#### SOURCE MATERIAL
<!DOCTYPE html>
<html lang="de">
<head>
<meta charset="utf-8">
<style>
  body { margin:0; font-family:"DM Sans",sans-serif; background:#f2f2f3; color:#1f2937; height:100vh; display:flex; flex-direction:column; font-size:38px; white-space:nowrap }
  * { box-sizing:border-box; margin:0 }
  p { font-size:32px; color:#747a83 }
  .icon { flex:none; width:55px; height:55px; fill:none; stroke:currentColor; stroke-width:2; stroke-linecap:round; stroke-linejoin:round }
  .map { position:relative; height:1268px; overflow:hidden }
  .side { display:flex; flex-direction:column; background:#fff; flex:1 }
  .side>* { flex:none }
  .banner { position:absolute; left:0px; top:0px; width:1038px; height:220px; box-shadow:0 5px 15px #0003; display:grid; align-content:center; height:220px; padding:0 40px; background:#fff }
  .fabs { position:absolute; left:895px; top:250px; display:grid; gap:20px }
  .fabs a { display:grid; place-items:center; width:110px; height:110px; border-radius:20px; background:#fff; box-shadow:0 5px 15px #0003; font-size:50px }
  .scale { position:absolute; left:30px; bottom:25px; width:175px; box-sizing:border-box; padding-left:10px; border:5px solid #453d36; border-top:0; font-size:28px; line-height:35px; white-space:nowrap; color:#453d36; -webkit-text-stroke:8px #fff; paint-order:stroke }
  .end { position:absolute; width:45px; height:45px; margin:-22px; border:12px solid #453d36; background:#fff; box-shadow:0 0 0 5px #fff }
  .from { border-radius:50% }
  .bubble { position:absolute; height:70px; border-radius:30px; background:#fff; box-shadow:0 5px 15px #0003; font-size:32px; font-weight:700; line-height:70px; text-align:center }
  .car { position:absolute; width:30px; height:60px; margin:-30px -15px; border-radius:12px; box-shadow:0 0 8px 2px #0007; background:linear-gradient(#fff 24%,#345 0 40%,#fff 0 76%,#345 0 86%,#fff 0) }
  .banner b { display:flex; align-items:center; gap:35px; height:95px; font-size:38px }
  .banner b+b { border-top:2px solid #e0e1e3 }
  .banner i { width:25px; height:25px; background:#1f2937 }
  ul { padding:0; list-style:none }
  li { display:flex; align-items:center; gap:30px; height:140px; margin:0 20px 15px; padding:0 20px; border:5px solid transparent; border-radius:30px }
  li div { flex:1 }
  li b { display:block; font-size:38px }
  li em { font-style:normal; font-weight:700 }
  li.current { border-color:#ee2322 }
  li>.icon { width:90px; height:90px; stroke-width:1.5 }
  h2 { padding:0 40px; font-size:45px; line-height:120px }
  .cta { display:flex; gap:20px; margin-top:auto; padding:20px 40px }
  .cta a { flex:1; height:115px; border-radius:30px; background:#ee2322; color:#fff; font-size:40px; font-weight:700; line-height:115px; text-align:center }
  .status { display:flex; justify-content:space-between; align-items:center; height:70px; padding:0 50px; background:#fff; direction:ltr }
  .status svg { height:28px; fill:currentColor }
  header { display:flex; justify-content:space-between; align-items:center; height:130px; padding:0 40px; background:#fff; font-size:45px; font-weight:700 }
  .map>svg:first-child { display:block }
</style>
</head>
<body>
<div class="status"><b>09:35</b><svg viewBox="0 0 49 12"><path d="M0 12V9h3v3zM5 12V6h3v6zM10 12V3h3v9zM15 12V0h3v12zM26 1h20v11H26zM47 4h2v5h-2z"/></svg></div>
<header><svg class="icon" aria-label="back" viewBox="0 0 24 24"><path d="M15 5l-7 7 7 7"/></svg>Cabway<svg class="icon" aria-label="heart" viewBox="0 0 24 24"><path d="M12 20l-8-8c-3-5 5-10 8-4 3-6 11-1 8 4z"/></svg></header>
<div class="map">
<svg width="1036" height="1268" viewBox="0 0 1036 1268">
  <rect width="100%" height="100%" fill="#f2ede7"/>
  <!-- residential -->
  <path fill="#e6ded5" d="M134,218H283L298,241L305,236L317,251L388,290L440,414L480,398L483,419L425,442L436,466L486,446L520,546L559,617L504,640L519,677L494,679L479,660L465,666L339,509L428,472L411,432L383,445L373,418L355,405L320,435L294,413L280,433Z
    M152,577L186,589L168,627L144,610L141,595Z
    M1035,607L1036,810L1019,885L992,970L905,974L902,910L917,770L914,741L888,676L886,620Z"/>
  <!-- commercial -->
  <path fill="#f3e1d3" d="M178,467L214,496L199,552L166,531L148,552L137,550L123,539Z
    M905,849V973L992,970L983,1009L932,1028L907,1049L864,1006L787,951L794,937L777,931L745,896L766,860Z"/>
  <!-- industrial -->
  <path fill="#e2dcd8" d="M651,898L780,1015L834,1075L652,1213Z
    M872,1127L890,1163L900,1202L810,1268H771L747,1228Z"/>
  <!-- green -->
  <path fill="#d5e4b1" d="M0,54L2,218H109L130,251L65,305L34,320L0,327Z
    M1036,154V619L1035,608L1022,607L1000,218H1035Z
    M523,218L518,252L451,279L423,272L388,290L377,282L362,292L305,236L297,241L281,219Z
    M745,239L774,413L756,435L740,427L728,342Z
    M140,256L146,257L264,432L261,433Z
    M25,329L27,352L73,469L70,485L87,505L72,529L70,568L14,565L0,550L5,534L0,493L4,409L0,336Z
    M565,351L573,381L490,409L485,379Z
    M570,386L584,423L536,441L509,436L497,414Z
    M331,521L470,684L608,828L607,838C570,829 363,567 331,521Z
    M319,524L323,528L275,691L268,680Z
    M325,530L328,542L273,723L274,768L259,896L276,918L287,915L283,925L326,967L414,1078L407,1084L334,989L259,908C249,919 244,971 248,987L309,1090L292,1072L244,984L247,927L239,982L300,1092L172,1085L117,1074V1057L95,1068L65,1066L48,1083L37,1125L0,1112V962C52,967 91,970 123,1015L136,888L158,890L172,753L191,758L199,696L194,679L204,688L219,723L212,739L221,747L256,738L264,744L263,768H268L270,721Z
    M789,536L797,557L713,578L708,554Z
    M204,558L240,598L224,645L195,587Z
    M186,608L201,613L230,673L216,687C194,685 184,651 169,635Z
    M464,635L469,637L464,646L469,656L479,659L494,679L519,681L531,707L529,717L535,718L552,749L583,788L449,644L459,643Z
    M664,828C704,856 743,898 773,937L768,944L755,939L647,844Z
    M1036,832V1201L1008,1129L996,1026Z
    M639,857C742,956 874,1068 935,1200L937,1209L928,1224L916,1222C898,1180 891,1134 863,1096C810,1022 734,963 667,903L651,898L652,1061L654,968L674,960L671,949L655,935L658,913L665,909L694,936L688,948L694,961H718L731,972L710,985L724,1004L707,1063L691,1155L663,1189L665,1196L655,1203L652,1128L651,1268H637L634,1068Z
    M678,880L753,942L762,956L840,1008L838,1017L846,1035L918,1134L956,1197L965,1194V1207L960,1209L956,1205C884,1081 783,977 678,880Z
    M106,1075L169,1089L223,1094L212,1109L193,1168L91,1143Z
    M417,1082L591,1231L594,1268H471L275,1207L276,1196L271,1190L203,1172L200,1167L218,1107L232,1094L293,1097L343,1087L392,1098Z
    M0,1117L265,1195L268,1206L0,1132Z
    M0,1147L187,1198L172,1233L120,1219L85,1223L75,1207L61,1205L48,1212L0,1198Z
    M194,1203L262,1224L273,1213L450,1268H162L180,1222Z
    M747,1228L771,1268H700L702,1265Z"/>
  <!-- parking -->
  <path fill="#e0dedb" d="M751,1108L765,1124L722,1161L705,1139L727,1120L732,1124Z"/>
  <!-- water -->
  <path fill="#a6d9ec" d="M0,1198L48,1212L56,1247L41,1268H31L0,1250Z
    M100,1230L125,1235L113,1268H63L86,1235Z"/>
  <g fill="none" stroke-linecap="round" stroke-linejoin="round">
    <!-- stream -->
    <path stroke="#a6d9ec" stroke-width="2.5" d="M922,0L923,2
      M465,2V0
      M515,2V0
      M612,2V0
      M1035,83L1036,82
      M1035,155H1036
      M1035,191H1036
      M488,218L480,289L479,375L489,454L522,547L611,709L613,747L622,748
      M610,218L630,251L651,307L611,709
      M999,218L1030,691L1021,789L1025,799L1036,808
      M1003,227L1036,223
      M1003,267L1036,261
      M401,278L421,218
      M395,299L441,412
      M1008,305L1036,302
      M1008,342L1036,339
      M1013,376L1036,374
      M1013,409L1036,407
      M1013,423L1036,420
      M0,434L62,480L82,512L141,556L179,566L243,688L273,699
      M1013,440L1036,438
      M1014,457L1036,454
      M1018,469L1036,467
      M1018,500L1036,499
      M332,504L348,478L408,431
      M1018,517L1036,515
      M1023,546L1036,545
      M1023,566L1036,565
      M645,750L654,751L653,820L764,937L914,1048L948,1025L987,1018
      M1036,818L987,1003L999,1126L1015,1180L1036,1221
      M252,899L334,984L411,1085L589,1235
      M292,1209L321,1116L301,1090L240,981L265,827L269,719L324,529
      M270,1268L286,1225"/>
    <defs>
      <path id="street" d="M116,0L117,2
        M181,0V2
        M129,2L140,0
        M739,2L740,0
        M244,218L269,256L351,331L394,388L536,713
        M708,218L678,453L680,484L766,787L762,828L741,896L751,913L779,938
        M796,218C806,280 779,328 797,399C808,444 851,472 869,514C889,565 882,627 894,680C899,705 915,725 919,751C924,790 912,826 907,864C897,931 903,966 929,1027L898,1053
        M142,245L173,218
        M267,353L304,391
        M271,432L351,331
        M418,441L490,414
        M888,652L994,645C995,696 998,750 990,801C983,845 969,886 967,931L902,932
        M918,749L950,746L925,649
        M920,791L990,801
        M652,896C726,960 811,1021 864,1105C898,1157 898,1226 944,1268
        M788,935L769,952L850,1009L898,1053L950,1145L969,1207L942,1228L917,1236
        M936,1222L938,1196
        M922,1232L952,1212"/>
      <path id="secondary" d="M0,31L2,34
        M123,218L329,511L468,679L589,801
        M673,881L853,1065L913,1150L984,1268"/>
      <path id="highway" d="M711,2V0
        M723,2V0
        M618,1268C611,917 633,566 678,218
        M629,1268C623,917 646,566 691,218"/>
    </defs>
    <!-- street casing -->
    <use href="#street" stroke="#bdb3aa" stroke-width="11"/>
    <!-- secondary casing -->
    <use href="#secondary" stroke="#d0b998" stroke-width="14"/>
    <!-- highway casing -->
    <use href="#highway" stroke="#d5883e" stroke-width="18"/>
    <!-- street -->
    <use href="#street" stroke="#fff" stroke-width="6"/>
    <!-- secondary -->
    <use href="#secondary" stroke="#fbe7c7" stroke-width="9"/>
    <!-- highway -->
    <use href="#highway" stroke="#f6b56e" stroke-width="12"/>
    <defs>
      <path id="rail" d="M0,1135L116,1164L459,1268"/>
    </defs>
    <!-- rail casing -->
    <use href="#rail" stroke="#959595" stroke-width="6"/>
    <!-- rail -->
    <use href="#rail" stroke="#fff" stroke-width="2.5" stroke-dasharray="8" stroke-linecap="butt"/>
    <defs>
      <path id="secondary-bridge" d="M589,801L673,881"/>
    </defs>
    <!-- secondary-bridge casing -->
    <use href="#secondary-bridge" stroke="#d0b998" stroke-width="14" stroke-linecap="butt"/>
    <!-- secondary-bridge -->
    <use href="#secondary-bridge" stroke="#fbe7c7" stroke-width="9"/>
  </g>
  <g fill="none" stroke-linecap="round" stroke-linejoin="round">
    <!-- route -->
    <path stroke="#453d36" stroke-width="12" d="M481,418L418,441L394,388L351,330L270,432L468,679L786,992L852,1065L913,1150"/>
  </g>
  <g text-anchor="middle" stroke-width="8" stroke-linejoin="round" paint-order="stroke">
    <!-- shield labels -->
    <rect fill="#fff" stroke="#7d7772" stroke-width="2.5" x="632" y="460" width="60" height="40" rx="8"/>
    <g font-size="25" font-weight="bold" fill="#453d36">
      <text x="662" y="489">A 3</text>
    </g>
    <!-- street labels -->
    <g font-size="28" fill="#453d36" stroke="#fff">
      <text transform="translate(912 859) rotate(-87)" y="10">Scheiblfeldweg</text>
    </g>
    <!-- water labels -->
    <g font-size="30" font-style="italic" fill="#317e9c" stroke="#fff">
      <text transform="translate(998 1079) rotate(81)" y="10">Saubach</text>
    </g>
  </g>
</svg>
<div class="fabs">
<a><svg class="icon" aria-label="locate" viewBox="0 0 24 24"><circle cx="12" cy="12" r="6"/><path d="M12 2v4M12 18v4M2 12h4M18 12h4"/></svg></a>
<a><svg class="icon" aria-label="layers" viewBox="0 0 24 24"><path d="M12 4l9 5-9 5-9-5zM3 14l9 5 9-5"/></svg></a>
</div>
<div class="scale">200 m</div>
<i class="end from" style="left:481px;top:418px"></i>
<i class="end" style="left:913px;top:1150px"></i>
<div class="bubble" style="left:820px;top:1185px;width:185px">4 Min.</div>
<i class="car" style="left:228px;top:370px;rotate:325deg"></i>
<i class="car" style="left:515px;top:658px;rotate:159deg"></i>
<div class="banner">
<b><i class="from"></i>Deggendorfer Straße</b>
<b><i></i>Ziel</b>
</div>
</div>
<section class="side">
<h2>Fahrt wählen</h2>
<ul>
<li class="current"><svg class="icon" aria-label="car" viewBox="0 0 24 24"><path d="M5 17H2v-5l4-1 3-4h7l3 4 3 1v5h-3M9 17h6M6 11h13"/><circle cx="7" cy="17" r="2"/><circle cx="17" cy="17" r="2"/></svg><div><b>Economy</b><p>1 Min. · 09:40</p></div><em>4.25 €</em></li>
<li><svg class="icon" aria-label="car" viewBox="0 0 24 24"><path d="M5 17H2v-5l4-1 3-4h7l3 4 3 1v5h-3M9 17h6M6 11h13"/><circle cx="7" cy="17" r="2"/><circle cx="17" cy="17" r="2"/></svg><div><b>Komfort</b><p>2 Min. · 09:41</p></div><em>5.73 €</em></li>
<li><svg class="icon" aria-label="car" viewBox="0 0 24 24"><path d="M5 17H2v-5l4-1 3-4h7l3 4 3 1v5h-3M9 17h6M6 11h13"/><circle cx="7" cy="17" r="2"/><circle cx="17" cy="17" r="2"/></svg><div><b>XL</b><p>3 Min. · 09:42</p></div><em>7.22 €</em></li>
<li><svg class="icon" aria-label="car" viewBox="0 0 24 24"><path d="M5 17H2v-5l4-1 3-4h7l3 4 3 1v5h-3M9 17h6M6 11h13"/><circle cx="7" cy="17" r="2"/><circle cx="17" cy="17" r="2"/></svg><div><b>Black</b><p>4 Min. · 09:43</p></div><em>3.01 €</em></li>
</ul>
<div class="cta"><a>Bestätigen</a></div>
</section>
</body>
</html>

#### TASK ITEM
Find how many lines of the preceding data contain "block", and answer with that number only.

#### WRITTEN ANSWER
2